Photocatalytic Hydrogenation of Quinolines To Form 1,2,3,4‐Tetrahdyroquinolines Using Water as the Hydrogen Atom Donor

The design of a sequential process combining hydrogenation and a subsequent stereomutation is an attractive strategy for the stereoselective reduction of cyclic disubstituted π‐systems to access the thermodynamically more stable trans‐isomer, which would be the minor compound considering a kinetically controlled cis‐hydrogenation process. Herein, we demonstrate stereoselective photocatalytic phosphine‐mediated quinoline reductions with water as the hydrogen atom source under mild conditions to afford the corresponding 1,2,3,4‐tetrahydroquinolines with complete selectivity towards reduction of the heteroaromatic part.

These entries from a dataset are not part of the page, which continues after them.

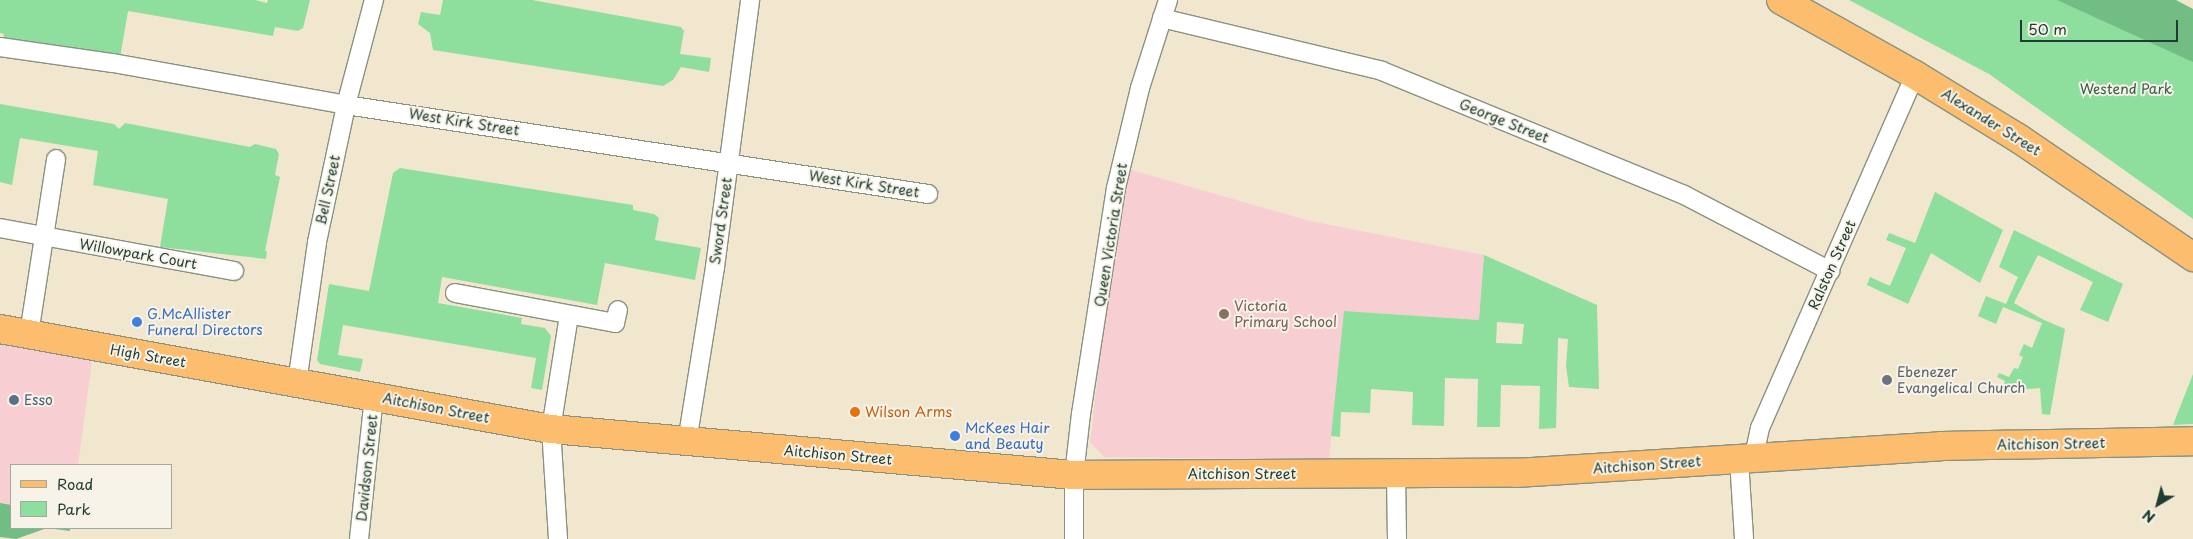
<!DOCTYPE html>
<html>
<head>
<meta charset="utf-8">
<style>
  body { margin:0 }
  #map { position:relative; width:2193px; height:539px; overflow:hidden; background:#f1e7ce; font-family:"Playpen Sans",sans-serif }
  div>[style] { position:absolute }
  .built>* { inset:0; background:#f7cfd3 }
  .green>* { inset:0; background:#8ede9d }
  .forest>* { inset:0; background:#72bd84 }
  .roads { filter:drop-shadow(1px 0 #889281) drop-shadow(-1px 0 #889281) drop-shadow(0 1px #889281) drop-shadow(0 -1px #889281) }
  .street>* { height:18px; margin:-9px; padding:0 9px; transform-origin:9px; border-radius:9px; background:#fff }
  .primary>* { height:28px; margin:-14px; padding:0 14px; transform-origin:14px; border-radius:14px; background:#fcbd6f }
  .dots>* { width:14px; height:14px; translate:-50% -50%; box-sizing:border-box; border:2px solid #f7f3e8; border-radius:50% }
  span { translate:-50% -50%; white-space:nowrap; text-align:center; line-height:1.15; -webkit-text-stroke:4px #f7f3e8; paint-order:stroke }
  .park-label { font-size:14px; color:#355d49 }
  .street-label { font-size:14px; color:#1f3d34 }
  .education-label { font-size:14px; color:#785e54 }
  .left { translate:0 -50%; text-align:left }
  .shop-label { font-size:14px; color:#366cbe }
  .worship-label { font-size:14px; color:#5b616d }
  .service-label { font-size:14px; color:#4e5e75 }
  .food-label { font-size:14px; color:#c56008 }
  .legend { position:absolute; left:10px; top:464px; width:162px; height:65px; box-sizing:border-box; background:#f7f3e8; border:1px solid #a1aaa0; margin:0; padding:6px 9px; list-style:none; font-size:15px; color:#1f3d34 }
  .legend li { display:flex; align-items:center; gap:10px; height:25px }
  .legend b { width:25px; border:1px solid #a1aaa0 }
  .north { position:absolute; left:2133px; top:479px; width:50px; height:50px; -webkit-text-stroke:4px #f7f3e8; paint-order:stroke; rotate:217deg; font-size:14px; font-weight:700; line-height:20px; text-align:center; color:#1f3d34 }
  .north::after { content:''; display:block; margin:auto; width:18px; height:22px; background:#1f3d34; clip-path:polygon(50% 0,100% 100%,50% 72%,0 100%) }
  .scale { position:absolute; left:2020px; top:20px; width:158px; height:22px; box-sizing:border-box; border:2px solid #1f3d34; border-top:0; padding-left:6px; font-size:15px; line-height:18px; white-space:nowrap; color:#1f3d34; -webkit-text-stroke:4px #f7f3e8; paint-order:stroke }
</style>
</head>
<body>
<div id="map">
  <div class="built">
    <div style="clip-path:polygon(1128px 169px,1310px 221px,1484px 255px,1479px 320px,1344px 311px,1329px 460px,1104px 457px,1090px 442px,1106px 305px)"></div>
    <div style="clip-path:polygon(0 330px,94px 347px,78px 465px,11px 465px,11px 528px,70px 528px,70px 531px,47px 528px,16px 539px,0 537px)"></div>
  </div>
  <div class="green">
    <div style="clip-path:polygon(0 0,255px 0,267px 3px,268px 0,310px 0,303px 28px,298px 31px,275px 27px,273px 36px,128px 11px,119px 64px,2px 47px,4px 34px,0 33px)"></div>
    <div style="clip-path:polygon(443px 0,532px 0,681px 27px,684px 31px,680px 54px,711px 58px,709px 72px,681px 67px,673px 80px,663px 86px,433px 50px,430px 33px,418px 24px,421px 12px,440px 15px)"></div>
    <div style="clip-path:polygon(1849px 0,2097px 0,2193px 47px,2193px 219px,1989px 74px)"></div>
    <div style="clip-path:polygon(0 104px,114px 124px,119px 129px,125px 123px,250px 147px,255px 144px,276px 149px,279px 154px,275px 175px,280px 177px,265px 251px,267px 251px,266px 259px,160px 247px,168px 199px,93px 185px,98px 151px,20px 138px,12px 185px,0 182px)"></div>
    <div style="clip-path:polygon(400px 168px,633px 205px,633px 210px,654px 214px,659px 218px,655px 240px,701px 248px,695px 280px,605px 263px,597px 305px,442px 277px,438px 303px,522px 318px,521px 324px,545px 328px,551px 336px,542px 390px,531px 388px,536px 358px,343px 325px,338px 355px,363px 359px,360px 372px,320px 364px,317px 360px,329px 284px,369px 291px,393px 173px)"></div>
    <div style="clip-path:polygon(1935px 192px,2003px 230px,1980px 283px,1931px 253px,1908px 304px,1867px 285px,1870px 277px,1890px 286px,1906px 248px,1886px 240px,1889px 233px,1915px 243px)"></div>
    <div style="clip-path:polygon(2014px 230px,2123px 284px,2108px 322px,2080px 310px,2093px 282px,2038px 255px,2014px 303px,2042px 319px,2065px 329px,2050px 415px,2042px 414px,2040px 388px,2002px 391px,2005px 381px,1997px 377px,1999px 373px,2009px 377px,2014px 368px,2018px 369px,2023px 357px,2019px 355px,2024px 344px,2032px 348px,2042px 323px,2003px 307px,1996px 324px,1978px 316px,1986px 296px,2006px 304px,2018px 277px,1999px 267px)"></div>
    <div style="clip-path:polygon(evenodd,1484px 255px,1597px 305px,1599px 389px,1569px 387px,1566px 366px,1568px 339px,1558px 338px,1556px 428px,1539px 429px,1540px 386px,1501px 385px,1500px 427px,1477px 427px,1478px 379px,1445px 378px,1444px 426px,1412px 425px,1413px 392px,1371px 389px,1370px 413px,1341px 412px,1340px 437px,1331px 436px,1344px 311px,1479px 320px,1484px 255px,1497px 322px,1524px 324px,1522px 344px,1496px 343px,1497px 322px)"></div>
    <div style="clip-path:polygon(2193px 374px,2193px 424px,2173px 425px)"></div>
  </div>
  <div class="forest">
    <div style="clip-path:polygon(2057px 0,2176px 0,2193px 9px,2193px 62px)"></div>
    <div style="clip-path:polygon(0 503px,11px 505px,11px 528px,70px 528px,70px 531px,47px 528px,16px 539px,0 537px)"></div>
  </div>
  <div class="roads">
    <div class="street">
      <div style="left:1162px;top:18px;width:226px;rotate:13.5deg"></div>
      <div style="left:1382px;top:71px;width:326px;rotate:22.3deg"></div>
      <div style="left:1684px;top:195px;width:165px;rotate:27.5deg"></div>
      <div style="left:0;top:47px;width:114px;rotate:8.1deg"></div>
      <div style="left:113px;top:63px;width:237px;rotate:10.2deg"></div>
      <div style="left:346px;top:105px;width:589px;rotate:8.69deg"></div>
      <div style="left:0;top:228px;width:238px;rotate:10.4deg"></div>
      <div style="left:455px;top:293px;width:163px;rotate:10.6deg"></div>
      <div style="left:615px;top:323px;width:13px;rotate:-77deg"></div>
      <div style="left:29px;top:334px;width:177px;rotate:-81.2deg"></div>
      <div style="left:297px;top:383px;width:142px;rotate:-81.9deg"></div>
      <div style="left:317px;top:242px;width:140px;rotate:-78deg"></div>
      <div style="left:346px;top:105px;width:109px;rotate:-75.1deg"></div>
      <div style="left:687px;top:442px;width:177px;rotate:-80.9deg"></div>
      <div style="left:715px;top:267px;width:269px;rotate:-82.5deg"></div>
      <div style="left:1754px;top:456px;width:29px;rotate:-78deg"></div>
      <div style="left:1760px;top:428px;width:386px;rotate:-66.3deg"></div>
      <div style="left:1739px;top:459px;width:80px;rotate:86.4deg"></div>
      <div style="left:1396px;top:475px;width:64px;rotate:89.1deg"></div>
      <div style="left:359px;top:539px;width:144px;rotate:-84deg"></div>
      <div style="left:558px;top:539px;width:110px;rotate:-93.6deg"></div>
      <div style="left:551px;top:429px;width:115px;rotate:-81deg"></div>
      <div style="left:1074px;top:539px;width:64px;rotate:-90deg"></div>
      <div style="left:1074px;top:475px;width:61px;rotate:-83.5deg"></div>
      <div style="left:1081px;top:414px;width:229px;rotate:-81.2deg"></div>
      <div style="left:1116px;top:188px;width:103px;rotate:-76.5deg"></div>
      <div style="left:1140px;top:88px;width:92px;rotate:-72.3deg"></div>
    </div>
    <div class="primary">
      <div style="left:1781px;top:0;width:154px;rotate:29.2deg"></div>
      <div style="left:1915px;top:75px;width:121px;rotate:31.5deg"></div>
      <div style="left:2018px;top:138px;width:212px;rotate:34.2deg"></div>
      <div style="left:0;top:329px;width:560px;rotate:10.29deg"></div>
      <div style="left:551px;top:429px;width:525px;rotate:5.03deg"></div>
      <div style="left:1074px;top:475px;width:442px;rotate:-0.3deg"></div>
      <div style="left:1516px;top:473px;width:426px;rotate:-3.6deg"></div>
      <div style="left:1941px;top:446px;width:252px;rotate:-1.1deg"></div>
    </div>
  </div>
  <div class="dots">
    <div style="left:1224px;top:314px;background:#8d6e63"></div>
    <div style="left:137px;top:322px;background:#3f7fe0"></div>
    <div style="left:1887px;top:380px;background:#6b7280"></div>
    <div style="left:14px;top:400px;background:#5c6f8a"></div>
    <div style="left:855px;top:412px;background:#e8710a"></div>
    <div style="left:955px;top:436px;background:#3f7fe0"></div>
  </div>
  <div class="park-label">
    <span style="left:2126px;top:89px">Westend Park</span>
  </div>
  <div class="street-label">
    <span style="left:1504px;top:121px;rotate:22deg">George Street</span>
    <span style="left:464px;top:122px;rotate:9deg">West Kirk Street</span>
    <span style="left:1991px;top:122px;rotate:32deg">Alexander Street</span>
    <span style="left:864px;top:184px;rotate:9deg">West Kirk Street</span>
    <span style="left:328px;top:190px;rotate:-78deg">Bell Street</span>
    <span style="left:721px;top:221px;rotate:-82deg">Sword Street</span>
    <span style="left:1111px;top:235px;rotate:-81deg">Queen Victoria Street</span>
    <span style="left:138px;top:254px;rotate:10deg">Willowpark Court</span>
    <span style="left:1832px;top:265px;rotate:-66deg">Ralston Street</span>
    <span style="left:148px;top:356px;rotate:10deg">High Street</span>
    <span style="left:436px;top:408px;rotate:11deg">Aitchison Street</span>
    <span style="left:2051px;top:444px;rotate:-1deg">Aitchison Street</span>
    <span style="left:838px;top:455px;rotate:5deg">Aitchison Street</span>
    <span style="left:1647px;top:465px;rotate:-4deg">Aitchison Street</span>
    <span style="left:367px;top:468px;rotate:-84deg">Davidson Street</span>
    <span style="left:1242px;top:474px">Aitchison Street</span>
  </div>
  <div class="education-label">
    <span class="left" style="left:1234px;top:314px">Victoria<br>Primary School</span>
  </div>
  <div class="shop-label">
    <span class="left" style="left:147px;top:322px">G.McAllister<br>Funeral Directors</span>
    <span class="left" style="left:965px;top:436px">McKees Hair<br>and Beauty</span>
  </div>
  <div class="worship-label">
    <span class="left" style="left:1897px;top:380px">Ebenezer<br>Evangelical Church</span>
  </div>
  <div class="service-label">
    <span class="left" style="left:24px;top:400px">Esso</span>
  </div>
  <div class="food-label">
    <span class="left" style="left:865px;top:412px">Wilson Arms</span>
  </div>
  <ul class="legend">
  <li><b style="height:6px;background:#fcbd6f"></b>Road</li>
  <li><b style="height:14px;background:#8ede9d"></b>Park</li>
  </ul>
  <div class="north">N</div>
  <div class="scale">50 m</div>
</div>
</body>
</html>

The method shows broad functional group tolerance and provides access to trans‐2,3‐disubstituted tetrahydroquinolines with moderate to excellent diastereoselectivity. These trans‐isomers are not readily obtained using established methods, as transition‐metal catalyzed regioselective quinoline hydrogenations provide the corresponding cis‐2,3‐disubstituted isomers with high selectivity. Mechanistic studies reveal that the hydrogenation of the 2,3‐disubstituted quinolines proceeds through a cascade process comprising an initial cis‐selective photocatalytic hydrogenation of the heteroarene core of the quinoline followed by a trans‐selective photoisomerization.